- _Exercise directions_:
Retype the full set of records. Keep every character identical.

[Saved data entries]
□ □ □

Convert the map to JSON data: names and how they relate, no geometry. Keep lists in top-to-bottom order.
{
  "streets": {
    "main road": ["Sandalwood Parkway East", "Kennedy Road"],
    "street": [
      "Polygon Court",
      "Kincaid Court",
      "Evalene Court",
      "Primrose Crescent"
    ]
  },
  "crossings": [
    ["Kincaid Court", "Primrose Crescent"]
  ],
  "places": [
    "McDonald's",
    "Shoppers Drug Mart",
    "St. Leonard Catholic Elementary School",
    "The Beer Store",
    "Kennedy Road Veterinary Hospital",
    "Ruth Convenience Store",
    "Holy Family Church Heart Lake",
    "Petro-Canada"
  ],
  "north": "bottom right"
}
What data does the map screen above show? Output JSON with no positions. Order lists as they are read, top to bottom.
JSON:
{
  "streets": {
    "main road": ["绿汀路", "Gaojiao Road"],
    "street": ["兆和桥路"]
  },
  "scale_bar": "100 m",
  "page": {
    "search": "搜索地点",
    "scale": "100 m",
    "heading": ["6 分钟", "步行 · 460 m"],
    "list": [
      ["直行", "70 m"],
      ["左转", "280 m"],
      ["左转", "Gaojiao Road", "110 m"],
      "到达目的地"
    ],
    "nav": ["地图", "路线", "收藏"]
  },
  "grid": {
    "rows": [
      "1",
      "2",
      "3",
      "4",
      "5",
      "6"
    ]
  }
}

□ □ □

- _Response to the exercise_:
Convert the map to JSON data: names and how they relate, no geometry. Keep lists in top-to-bottom order.
{
  "streets": {
    "main road": ["Sandalwood Parkway East", "Kennedy Road"],
    "street": [
      "Polygon Court",
      "Kincaid Court",
      "Evalene Court",
      "Primrose Crescent"
    ]
  },
  "crossings": [
    ["Kincaid Court", "Primrose Crescent"]
  ],
  "places": [
    "McDonald's",
    "Shoppers Drug Mart",
    "St. Leonard Catholic Elementary School",
    "The Beer Store",
    "Kennedy Road Veterinary Hospital",
    "Ruth Convenience Store",
    "Holy Family Church Heart Lake",
    "Petro-Canada"
  ],
  "north": "bottom right"
}
What data does the map screen above show? Output JSON with no positions. Order lists as they are read, top to bottom.
JSON:
{
  "streets": {
    "main road": ["绿汀路", "Gaojiao Road"],
    "street": ["兆和桥路"]
  },
  "scale_bar": "100 m",
  "page": {
    "search": "搜索地点",
    "scale": "100 m",
    "heading": ["6 分钟", "步行 · 460 m"],
    "list": [
      ["直行", "70 m"],
      ["左转", "280 m"],
      ["左转", "Gaojiao Road", "110 m"],
      "到达目的地"
    ],
    "nav": ["地图", "路线", "收藏"]
  },
  "grid": {
    "rows": [
      "1",
      "2",
      "3",
      "4",
      "5",
      "6"
    ]
  }
}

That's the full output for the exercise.